The claimants, Font Brothers, based in Minneapolis were claiming for damages – potentially for millions of dollars – and demanding destruction of all products which utilised the typeface. Serious stuff. This is a timely reminder for games developers.

It’s obvious that choosing the typeface that will be just right for use within the next game you are developing – and in its packaging and marketing – involves deploying aesthetic judgment and marketing skills at the highest level to complement the work of the designers who have created the look and feel of the game. The Times Roman typeface will just not be loud enough for a good old shoot-em-up; Hasbro evidently thought that the Generation B typeface was spot on for My Little Pony. 

The deployment of your team’s skills will be utterly wasted if their choice falls on a typeface that is not licensable at a reasonable cost for use in the game and in its packaging and marketing materials. Even worse, if a typeface is used without being licensed, the consequences can be dire. 

Owners of typefaces, in times long gone by, used to have the devil’s own job to try to monitor all uses of their typeface properties, to identify uses that might not have been licensed. Today, like owners of copyright in photographs, they have available to them web-crawling software that works automatically night and day to identify usages of their typefaces on the internet. 

If a typeface is used without being licensed, the consequences can be dire.

Many typeface copyright owners are geared up to issue demands, through law firms, for damages for unlicensed uses, usually accompanied by further demands for delivery up of infringing copies or destruction of them. Such claims obviously have to be taken very seriously, even though the protection afforded to typefaces under copyright and other forms of IP protection – such as registered designs legislation – is, to say the least, patchy in different countries around the world. Even in a country with as highly-developed a copyright protection framework as the UK, there are anomalies which may in some circumstances afford the developer a defence to the exaggerated claims which some typeface owners seem predisposed to make. 
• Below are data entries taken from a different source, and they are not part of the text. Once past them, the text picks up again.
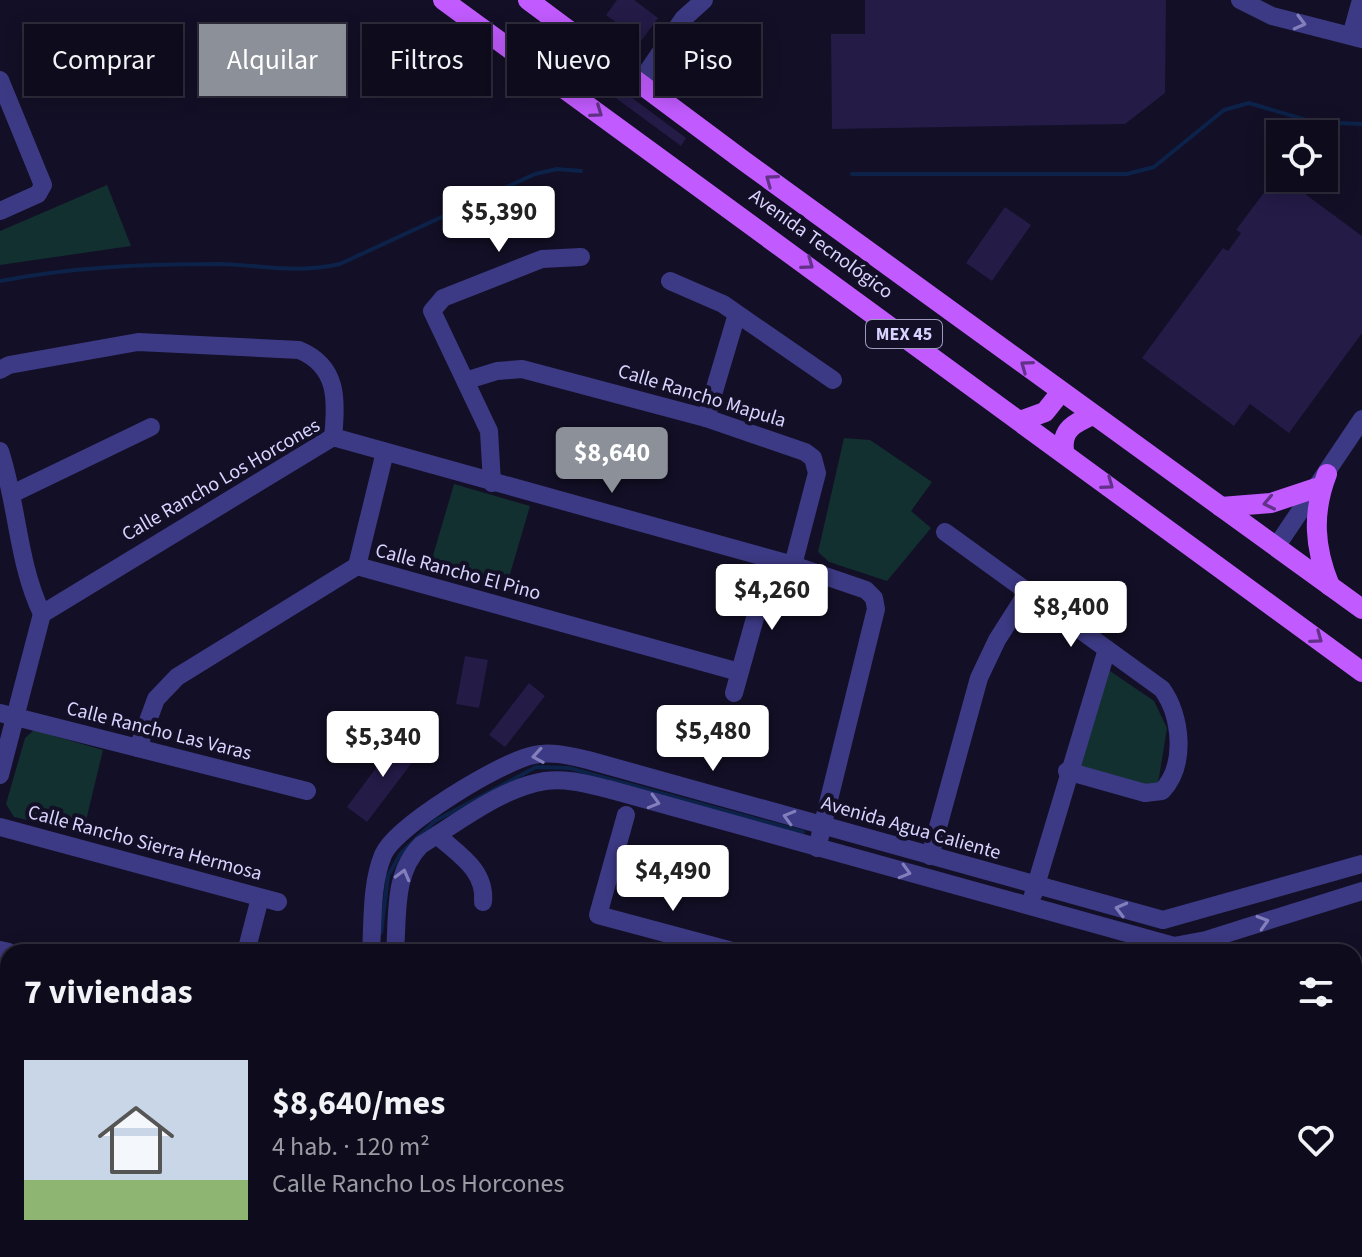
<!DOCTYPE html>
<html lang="es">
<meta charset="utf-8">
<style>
body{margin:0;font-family:"Source Sans 3",sans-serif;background:#1c1929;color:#f1f3f6;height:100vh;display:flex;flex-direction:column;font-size:30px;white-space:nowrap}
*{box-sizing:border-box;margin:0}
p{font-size:26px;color:#9b9ba3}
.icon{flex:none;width:44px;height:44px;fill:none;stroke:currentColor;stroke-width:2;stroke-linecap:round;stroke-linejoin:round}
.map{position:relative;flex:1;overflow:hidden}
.details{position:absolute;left:0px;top:944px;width:1362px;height:314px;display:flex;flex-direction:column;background:#0e0b1c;border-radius:24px 24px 0 0;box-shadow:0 4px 20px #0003,0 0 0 2px #2e2b3b}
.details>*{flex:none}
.top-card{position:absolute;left:24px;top:24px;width:800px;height:72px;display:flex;gap:16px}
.buttons{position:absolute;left:1266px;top:120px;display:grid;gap:16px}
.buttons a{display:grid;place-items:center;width:72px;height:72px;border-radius:0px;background:#0e0b1c;box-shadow:0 4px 20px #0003,0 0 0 2px #2e2b3b;font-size:40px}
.price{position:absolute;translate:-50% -68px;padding:0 18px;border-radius:8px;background:#fff;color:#222;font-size:26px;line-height:52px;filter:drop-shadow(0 2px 4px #0008)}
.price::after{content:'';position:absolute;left:50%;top:48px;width:24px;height:18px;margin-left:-12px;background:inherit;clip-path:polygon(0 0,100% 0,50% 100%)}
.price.selected{background:#8c9099;color:#fff}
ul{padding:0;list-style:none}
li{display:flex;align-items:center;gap:24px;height:200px;padding:0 24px}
li span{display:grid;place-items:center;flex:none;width:224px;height:160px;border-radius:0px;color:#555}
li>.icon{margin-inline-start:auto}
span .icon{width:96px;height:96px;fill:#fffc;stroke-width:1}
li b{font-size:34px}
h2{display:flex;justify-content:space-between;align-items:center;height:96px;padding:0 24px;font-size:34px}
.pill{padding:0 28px;border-radius:0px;background:#0e0b1c;box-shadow:0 4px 20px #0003,0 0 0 2px #2e2b3b;font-size:28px;line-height:72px}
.pill.selected{background:#8c9099;color:#fff}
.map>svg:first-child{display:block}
.green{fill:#12302f}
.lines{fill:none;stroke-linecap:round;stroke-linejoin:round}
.stream{stroke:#0c2248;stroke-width:4}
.building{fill:#241b47}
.minor{stroke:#3d3a85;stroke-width:18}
.major{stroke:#c25bff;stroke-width:20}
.oneway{stroke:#837fbc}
.oneway2{stroke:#623188}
.labels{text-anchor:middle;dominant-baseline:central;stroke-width:8;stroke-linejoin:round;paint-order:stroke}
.shield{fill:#130f26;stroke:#9e99be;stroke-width:2}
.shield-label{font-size:18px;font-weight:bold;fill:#d9d4ff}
.street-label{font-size:20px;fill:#d9d4ff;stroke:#130f26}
</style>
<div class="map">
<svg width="1362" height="1257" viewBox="0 0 1362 1257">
<rect width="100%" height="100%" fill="#130f26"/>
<g class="green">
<path d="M 107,185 L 131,246 L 0,265 L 0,231 Z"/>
<path d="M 844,438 L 870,440 L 932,482 L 911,511 L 931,528 L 887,581 L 829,562 L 818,552 Z"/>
<path d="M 454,484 L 530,506 L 505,591 L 429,569 Z"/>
<path d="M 1107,669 L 1154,701 L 1167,728 L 1158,784 L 1144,790 L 1077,773 Z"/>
<path d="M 34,730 L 103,750 L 83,833 L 14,817 L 6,804 L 25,738 Z"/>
<path d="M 853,1250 L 964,1250 L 962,1257 L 851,1257 Z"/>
</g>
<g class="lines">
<g class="stream">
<path d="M 852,174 L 1127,174 L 1154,167 L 1224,110 L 1249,103 L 1313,122 L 1362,124"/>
<path d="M 0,281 C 73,267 144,264 219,264 C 264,265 295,274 340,264 L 535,174 L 557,169 L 581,171"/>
<path d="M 381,933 L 388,876 L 401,853 L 435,821 L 536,767 L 569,768 L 803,832"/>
</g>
</g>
<g class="building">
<path d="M 617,0 L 634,0 L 658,18 L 641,41 L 606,15 Z"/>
<path d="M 865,0 L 1166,0 L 1165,93 L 1125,124 L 832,129 L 831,34 L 865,34 Z"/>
<path d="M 600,74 L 686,138 L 681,146 L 594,82 Z"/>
<path d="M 1278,174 L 1362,236 L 1362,333 L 1289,433 L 1250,404 L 1234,426 L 1142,358 L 1223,248 L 1228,251 L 1241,233 L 1236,230 Z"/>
<path d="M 1005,207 L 1031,225 L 992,281 L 966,263 Z"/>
<path d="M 465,656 L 488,660 L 479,708 L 456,704 Z"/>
<path d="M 529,683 L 545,696 L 505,747 L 489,735 Z"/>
<path d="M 399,737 L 420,752 L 367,822 L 347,807 Z"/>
</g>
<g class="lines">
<g class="minor">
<path d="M 1240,0 L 1272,16 L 1362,39"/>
<path d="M 1351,36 L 1361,0"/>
<path d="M 0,80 L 43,185 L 38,194 L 0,211"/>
<path d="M 639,84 L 683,19 L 704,0"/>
<path d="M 670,281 L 723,304 L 833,380"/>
<path d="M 0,370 L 9,365 L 138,342 L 299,350 C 338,366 337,400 333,437"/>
<path d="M 468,380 L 497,371 L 522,369 L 706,418 L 805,452 L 813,458 L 817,473 L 793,565"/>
<path d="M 706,418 L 737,314"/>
<path d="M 0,451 C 18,506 17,561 42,614"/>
<path d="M 492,483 L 489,431 L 432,311 L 443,298 L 542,259 L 581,257"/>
<path d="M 14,493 L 151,427"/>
<path d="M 945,532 L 1162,689 C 1181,715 1187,765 1162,791 L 1145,793 L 1067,771"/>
<path d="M 1276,547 L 1362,419"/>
<path d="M 357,566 L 385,452"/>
<path d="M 734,693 L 771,561"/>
<path d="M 0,713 L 307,791"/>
<path d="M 138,748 L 156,699 L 177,677 L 357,566 L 739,672"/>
<path d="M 0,775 L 42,614 L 333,437 L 793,565 L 866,590 L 874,598 L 876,609 L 817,848"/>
<path d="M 626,815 L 598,915 L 736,952"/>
<path d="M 0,827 L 278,902"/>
<path d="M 437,835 C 459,855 486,870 483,902"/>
<path d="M 930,856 L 979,678 L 997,640 L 1027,593"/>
<path d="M 1033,895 L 1107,649"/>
<path d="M 0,950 L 9,952"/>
<path d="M 246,952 L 260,898"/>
<path d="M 371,952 C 373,921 371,884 383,855 C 395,826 502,761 534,755 C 552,751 570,756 588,760 L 1163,920 L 1362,864"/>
<path d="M 395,952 C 398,915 393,873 421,845 C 459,822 501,788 545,781 C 566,778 587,784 608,789 L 1174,946 L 1206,940 L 1362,891"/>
<path d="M 1354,1059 L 1362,1065"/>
<path d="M 0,1061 L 8,1063"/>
<path d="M 1354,1099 L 1362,1089"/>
<path d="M 0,1181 L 8,1183"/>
<path d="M 1354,1242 L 1362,1248"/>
<path d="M 255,1250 L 279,1257"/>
<path d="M 531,1250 L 555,1257"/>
<path d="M 1001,1250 L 1007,1257"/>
<path d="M 734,1255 L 742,1257"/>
<path d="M 350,1257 L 350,1250"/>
<path d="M 372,1257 L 373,1250"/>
<path d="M 1169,1257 L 1177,1250"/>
<path d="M 1208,1257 L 1216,1250"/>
</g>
<g class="major">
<path d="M 443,0 L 1362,672"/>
<path d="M 528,0 L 744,161 L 1362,609"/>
<path d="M 519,55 L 547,54 L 570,31"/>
<path d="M 1023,420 L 1045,412 L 1061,392"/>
<path d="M 1064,451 C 1061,429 1075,423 1093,415"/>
<path d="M 1327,474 C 1312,513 1314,547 1330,586"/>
<path d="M 1221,507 L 1271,503 L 1316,488"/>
</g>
</g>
<defs><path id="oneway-chevron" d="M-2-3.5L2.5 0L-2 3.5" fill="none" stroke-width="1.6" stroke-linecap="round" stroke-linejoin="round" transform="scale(2)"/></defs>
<g class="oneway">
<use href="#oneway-chevron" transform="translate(1300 23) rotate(15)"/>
<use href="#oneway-chevron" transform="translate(538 756) rotate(171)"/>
<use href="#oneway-chevron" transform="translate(654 802) rotate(16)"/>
<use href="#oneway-chevron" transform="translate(789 817) rotate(-164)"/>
<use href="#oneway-chevron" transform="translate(905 872) rotate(16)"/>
<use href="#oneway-chevron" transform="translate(403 875) rotate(-75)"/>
<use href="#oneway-chevron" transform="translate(1121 909) rotate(-165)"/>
<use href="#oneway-chevron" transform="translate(1263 922) rotate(-17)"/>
</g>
<g class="oneway2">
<use href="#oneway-chevron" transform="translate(597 112) rotate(35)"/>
<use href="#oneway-chevron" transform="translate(771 180) rotate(-144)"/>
<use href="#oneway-chevron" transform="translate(808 264) rotate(36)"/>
<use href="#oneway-chevron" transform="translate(1026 366) rotate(-144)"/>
<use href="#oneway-chevron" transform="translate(1108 484) rotate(36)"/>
<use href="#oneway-chevron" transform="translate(1269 503) rotate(168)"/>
<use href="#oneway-chevron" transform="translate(1317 638) rotate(36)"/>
</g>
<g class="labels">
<rect class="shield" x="866" y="320" width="76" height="28" rx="6"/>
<g class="shield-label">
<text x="904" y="334">MEX 45</text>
</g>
<g class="street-label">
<text transform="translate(821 244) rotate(36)">Avenida Tecnológico</text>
<text transform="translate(702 396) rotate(17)">Calle Rancho Mapula</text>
<text transform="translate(221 480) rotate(-30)">Calle Rancho Los Horcones</text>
<text transform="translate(458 572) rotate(15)">Calle Rancho El Pino</text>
<text transform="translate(159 731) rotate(14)">Calle Rancho Las Varas</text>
<text transform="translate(911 828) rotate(16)">Avenida Agua Caliente</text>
<text transform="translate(145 843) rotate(15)">Calle Rancho Sierra Hermosa</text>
</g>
</g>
</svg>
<div class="buttons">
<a><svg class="icon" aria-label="locate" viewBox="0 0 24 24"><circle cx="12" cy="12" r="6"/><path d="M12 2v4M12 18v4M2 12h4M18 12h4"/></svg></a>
</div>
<b class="price" style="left:499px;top:254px">$5,390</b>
<b class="price selected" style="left:612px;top:495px">$8,640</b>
<b class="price" style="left:772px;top:632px">$4,260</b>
<b class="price" style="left:1071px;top:649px">$8,400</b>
<b class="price" style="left:713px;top:773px">$5,480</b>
<b class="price" style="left:383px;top:779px">$5,340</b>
<b class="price" style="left:673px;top:913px">$4,490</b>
<div class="top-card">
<a class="pill">Comprar</a>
<a class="pill selected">Alquilar</a>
<a class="pill">Filtros</a>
<a class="pill">Nuevo</a>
<a class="pill">Piso</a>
</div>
<section class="details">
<h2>7 viviendas<svg class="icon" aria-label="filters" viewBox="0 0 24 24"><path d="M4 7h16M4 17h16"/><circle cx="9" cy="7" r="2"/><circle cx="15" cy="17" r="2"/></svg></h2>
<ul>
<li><span style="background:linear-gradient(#c9d6e8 75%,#8fb573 0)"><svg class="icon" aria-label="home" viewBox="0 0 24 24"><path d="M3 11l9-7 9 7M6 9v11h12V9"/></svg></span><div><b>$8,640/mes</b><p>4 hab. · 120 m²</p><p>Calle Rancho Los Horcones</p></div><svg class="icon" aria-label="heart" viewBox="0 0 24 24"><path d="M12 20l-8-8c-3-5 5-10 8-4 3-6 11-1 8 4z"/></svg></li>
</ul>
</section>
</div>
So how can a games developer protect itself against claims of this kind? 

The obvious way is to exert a high degree of control over the selection and use of typefaces on the company’s products. Don’t give your designers carte blanche to use whatever typeface they want. Consider establishing a relationship with a typeface design company or two that have a sufficient range of typeface designs under their control to meet most of your creative staff’s needs and are prepared to license them to you on reasonable terms.

Take pains to ensure that your licences cover all that you may wish to do with the typefaces. In 2009, NBC Universal faced a claim for over $2 million for installing a typeface which it had licensed for use on one computer onto a number of others, and thence onto some of its highest profile television programmes.

But if despite all your precautions something goes wrong and a claim of infringement is made, don’t panic; consult a law firm with a strong Intellectual Property practice. You may be pleasantly surprised to find that you may have a defence to the claims, that the damages being claimed are entirely disproportionate and most unlikely to be awarded by any court, that in some overseas territories no claims would be upheld at all.

At the least a tactical plan can be developed that can get you out of what may be a very deep hole that your creative teams have dug for you.